Canadian laws prohibiting public nudity are an infringement of constitutional rights, an Ontario court will hear Tuesday.
Prominent defence lawyer Clayton Ruby was expected to argue current laws in Canada prohibiting nudity in public places, or on private property exposed to public view, are overly broad, and should be struck down and the laws under the Criminal Code updated.Oh those nudists! Such jokers, no?
According to the Federation of Canadian Nudists, these laws are archaic because they define nudity as generally "indecent" and intended to cause "harm" to those who witness it.
The challenge is being launched on behalf of Mr. Ruby's client, Brian Coldin, a nudist resort operator in Bracebridge, a small cottage country town about two hours north of Toronto. Mr. Coldin, who has been arrested numerous times over the years for public nudity, was charged last year with five counts related to incidents between April 2008 and May 2009 near his resort and at both Tim Hortons and A&W drive-throughs.

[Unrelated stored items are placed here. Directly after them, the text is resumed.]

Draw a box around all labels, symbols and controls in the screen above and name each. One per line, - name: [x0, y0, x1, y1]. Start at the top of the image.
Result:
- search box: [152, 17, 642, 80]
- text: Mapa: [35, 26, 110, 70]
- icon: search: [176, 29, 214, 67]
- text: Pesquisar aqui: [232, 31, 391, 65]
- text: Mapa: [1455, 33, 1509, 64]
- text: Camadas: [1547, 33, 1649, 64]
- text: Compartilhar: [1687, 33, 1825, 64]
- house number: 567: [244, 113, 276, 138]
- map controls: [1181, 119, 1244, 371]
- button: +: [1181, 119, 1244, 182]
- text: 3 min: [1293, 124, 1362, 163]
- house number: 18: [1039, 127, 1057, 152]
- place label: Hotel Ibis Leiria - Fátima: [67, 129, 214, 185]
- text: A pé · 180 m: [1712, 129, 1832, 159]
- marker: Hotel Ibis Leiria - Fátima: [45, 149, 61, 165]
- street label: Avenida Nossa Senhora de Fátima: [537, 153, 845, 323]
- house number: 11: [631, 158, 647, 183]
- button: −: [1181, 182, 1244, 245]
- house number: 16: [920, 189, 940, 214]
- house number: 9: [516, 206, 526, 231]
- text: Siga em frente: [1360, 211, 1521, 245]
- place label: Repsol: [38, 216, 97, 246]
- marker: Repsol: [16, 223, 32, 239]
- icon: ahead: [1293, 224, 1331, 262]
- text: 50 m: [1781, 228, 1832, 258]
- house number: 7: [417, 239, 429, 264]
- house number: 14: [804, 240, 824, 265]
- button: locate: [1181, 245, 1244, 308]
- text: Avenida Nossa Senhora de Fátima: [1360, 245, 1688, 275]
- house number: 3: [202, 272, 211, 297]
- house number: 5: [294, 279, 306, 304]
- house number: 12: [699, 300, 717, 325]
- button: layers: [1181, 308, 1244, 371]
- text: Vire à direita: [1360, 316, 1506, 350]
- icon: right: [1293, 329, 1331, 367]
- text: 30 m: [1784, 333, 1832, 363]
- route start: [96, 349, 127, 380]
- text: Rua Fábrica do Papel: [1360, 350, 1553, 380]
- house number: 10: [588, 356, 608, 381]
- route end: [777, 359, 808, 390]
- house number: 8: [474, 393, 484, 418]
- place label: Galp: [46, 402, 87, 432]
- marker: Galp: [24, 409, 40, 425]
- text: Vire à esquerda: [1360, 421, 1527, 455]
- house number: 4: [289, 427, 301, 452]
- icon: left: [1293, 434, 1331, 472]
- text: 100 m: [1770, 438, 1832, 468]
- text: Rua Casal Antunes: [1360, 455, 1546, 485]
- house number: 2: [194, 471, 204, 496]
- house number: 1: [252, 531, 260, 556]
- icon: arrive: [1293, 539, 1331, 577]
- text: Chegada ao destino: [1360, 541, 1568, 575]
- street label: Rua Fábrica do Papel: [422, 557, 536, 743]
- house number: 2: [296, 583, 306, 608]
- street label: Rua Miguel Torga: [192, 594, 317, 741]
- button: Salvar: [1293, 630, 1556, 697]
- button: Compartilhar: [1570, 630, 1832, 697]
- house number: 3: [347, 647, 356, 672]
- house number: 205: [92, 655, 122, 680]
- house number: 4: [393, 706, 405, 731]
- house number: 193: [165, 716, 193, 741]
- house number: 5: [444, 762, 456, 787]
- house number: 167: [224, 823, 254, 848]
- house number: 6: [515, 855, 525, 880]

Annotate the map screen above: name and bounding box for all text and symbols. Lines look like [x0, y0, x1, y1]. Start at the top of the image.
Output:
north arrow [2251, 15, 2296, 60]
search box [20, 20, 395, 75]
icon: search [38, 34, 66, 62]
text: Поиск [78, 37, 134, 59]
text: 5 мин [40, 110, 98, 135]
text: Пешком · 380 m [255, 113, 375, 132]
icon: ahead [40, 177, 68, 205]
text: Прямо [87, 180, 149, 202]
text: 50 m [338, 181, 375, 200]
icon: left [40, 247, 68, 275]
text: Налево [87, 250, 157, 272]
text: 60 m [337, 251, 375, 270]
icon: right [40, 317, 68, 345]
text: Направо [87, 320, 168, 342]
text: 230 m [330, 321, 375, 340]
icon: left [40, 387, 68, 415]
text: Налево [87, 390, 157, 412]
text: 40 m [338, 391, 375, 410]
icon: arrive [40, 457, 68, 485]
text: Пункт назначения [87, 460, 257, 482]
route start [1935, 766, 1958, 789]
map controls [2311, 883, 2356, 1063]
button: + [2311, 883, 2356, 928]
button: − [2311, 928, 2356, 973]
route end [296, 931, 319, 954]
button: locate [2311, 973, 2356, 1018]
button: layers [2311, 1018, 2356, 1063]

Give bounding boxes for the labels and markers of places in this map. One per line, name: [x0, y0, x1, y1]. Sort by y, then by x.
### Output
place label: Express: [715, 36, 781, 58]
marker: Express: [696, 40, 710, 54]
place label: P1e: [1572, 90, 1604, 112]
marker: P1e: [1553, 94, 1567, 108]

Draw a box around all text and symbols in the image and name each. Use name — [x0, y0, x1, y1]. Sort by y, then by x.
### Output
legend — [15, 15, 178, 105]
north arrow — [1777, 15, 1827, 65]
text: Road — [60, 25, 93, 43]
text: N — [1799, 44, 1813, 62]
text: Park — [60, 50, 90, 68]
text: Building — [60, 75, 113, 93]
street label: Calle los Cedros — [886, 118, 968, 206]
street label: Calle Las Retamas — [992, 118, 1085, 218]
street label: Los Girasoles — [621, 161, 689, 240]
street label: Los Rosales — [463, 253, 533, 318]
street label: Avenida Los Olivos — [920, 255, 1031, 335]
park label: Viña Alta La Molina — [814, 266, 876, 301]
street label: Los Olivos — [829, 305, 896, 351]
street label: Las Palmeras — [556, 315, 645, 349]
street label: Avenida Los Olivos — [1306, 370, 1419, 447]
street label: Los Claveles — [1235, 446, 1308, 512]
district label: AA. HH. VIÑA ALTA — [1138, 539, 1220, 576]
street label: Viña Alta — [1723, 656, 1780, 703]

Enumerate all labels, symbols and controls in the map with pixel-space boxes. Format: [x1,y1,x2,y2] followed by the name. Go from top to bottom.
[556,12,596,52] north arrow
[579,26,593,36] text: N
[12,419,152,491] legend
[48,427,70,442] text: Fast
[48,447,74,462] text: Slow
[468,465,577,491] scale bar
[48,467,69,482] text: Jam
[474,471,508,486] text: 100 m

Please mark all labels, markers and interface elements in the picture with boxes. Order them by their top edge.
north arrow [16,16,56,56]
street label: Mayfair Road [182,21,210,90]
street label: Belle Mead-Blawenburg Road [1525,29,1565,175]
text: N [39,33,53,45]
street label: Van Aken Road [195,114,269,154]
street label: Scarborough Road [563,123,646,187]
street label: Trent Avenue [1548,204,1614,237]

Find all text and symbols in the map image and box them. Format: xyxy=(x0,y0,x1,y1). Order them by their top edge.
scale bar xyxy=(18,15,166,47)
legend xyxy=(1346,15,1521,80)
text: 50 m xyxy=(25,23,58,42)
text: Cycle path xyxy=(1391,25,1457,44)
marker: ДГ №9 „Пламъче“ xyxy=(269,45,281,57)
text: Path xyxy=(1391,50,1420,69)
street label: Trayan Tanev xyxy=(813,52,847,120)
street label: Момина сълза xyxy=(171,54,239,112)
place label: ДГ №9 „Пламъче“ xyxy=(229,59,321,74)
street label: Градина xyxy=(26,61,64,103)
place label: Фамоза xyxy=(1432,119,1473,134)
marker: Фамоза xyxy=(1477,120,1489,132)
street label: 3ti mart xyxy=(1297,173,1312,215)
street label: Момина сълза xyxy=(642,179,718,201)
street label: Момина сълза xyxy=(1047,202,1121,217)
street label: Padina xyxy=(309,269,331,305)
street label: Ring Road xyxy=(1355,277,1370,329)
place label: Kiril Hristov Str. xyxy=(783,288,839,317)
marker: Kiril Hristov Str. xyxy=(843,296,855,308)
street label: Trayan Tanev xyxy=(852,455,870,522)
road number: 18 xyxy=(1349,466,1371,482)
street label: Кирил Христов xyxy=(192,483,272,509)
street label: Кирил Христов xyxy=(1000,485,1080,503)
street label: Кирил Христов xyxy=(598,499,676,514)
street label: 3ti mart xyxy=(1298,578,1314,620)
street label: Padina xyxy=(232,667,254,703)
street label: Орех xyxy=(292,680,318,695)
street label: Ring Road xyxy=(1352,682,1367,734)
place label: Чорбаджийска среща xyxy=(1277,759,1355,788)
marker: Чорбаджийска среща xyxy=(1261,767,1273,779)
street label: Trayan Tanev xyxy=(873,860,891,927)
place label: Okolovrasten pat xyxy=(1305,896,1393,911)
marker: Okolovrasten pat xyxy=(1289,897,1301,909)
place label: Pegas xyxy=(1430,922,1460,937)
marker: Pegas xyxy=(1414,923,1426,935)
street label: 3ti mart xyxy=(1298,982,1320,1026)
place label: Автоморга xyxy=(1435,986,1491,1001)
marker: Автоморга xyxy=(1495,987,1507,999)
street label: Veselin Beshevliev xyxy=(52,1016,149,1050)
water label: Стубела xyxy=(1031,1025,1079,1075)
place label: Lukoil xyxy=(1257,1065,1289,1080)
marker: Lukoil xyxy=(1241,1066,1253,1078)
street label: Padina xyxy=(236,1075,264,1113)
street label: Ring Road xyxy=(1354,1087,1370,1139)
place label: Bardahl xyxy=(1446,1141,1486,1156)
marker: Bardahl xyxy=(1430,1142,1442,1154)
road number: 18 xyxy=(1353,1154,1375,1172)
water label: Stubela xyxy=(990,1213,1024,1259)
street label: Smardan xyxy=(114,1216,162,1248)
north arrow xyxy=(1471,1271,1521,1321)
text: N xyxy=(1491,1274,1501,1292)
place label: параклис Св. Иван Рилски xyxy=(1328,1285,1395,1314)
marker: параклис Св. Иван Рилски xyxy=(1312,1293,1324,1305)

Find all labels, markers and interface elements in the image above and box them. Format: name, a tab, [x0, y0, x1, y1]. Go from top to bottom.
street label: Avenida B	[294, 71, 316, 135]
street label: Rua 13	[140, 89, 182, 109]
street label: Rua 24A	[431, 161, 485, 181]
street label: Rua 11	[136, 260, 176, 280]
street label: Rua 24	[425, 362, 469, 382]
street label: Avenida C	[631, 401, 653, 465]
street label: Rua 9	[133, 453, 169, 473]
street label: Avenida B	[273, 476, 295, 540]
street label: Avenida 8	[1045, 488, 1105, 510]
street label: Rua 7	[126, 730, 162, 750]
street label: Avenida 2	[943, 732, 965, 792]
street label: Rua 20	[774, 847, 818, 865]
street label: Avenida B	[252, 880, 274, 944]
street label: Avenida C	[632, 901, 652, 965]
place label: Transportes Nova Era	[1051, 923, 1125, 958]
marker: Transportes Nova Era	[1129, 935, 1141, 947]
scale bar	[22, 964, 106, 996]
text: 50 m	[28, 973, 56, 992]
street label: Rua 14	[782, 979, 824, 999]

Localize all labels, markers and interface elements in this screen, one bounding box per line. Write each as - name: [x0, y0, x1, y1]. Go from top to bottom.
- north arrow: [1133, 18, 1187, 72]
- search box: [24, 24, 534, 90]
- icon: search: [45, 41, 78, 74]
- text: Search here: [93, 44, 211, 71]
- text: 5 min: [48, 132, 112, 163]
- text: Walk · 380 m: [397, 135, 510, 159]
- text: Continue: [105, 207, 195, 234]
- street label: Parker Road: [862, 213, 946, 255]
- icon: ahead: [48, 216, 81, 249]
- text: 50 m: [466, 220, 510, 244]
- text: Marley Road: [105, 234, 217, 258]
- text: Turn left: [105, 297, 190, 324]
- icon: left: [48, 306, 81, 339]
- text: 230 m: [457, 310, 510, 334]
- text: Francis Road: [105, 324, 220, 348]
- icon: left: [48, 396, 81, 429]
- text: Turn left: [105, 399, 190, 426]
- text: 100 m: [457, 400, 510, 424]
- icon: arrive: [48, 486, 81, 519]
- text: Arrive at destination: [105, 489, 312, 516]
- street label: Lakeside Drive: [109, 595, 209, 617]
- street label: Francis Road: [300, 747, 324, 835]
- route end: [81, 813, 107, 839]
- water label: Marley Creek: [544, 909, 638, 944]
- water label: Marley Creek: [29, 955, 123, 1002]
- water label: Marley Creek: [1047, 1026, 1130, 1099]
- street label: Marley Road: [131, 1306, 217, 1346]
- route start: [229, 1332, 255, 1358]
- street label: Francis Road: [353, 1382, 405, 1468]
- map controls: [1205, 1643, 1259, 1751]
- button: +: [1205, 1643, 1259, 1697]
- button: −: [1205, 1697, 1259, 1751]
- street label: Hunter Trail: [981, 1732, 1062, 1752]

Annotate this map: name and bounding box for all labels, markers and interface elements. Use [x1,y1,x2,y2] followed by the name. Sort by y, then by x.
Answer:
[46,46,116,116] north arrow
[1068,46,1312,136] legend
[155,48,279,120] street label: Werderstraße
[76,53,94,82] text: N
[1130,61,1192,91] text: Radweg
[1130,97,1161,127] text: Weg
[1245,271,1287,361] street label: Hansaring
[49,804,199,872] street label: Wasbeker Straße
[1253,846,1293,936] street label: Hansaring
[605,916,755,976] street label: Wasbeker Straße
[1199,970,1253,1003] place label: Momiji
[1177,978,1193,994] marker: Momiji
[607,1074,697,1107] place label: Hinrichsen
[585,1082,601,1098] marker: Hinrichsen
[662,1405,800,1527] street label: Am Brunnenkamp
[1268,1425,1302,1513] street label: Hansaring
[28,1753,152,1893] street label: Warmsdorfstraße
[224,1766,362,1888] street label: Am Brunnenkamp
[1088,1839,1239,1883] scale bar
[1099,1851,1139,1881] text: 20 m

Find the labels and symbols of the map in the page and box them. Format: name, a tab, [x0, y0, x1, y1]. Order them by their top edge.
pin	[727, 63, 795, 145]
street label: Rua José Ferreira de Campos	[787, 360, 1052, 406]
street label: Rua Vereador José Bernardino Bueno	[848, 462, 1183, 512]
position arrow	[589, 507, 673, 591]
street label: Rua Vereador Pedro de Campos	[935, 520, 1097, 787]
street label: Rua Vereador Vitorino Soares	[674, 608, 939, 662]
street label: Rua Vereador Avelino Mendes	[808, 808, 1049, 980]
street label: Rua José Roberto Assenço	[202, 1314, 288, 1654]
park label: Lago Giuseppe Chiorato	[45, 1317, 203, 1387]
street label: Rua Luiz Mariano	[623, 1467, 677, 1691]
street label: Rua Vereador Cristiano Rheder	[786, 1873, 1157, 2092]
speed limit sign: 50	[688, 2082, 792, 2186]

The criminal trial, which began last fall, heard testimony from one of the restaurant workers who cried on the stand when she described how Mr. Coldin and two others drove up to the pick-up window completely nude. She said Mr. Coldin and the driver both pretended to reach for their imaginary wallets to pay for their orders, causing their genitals to sway back and forth...
Update: I think oppressed nudists deserve their own space in Canada's "human rights" mausoleum, don't you. It could be called "the Nudity Zone." I have no doubt it would quickly become the edifice's most popular exhibit.